Saved data entries:
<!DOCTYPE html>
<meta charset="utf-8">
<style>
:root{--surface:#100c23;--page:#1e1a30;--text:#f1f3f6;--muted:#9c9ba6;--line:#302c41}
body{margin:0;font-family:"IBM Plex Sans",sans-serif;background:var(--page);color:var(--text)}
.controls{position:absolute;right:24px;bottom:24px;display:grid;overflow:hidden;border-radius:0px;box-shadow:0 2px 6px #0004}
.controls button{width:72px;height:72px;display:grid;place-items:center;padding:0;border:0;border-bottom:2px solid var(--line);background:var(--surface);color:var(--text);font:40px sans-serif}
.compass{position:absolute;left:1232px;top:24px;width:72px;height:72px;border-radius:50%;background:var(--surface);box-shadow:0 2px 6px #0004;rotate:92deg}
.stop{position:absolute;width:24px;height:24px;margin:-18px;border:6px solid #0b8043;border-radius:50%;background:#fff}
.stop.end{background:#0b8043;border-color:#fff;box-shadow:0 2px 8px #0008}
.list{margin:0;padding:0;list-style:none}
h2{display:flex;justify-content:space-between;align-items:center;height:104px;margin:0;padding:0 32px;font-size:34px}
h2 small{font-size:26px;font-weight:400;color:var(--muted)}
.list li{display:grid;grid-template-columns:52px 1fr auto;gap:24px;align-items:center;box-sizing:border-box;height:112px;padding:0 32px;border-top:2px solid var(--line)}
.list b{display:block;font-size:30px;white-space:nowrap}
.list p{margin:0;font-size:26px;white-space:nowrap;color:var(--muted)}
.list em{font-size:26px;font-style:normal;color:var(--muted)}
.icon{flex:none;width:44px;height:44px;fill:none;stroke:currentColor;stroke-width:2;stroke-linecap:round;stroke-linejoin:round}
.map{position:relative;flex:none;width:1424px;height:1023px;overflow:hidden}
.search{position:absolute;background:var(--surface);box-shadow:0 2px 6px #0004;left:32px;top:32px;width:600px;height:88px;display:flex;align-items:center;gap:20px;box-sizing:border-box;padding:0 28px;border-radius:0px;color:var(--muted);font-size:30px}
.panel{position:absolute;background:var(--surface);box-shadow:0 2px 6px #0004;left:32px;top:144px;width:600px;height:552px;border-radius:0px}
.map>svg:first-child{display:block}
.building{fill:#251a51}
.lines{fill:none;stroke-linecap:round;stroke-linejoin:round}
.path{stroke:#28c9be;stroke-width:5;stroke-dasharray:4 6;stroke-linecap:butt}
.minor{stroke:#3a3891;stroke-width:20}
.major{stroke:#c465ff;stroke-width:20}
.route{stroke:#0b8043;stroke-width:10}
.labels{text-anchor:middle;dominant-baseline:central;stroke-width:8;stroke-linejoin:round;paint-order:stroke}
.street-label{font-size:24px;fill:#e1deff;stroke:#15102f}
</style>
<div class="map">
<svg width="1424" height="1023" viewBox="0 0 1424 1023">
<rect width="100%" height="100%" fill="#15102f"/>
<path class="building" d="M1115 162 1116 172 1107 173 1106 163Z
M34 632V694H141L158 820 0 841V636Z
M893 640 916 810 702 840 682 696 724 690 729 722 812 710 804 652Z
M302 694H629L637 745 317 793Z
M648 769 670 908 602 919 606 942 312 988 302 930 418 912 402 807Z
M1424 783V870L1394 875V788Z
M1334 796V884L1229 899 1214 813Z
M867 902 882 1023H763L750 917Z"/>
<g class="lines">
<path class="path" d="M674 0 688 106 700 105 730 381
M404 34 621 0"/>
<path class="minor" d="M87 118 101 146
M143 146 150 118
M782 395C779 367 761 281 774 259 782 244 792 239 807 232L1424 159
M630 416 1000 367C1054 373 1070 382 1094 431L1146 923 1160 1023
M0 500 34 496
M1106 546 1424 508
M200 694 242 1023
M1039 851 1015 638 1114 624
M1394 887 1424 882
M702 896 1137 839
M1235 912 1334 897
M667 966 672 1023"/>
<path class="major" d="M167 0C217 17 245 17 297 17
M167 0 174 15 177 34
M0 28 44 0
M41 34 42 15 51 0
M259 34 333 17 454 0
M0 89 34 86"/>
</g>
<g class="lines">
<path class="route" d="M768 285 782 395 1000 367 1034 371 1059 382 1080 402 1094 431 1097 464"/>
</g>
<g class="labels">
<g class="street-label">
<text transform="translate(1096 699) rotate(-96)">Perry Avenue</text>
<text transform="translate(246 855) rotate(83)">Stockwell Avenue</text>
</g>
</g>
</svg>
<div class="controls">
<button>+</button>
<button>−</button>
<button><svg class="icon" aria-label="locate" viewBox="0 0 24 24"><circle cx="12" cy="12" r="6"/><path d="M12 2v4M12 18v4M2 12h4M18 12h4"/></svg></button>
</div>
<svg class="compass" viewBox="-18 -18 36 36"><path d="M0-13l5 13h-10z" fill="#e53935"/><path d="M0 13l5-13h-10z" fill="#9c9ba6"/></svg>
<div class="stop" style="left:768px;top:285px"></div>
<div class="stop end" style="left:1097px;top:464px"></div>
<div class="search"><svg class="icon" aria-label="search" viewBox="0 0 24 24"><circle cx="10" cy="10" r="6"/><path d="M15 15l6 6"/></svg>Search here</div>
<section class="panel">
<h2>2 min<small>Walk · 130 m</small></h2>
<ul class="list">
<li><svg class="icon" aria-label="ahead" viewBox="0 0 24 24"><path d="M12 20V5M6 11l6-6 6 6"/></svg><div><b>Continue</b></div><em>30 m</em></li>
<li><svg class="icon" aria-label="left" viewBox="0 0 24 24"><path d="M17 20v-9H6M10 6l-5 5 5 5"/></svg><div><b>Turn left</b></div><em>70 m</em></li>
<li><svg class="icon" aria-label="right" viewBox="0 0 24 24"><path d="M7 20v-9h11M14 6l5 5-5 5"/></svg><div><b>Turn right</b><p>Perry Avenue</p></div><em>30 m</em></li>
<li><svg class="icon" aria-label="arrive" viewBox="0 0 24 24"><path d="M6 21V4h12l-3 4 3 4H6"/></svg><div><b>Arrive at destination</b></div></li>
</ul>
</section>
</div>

* Your goal: Within the records above, each line containing "sans" is to be returned.

* Finished task:
body{margin:0;font-family:"IBM Plex Sans",sans-serif;background:var(--page);color:var(--text)}
.controls button{width:72px;height:72px;display:grid;place-items:center;padding:0;border:0;border-bottom:2px solid var(--line);background:var(--surface);color:var(--text);font:40px sans-serif}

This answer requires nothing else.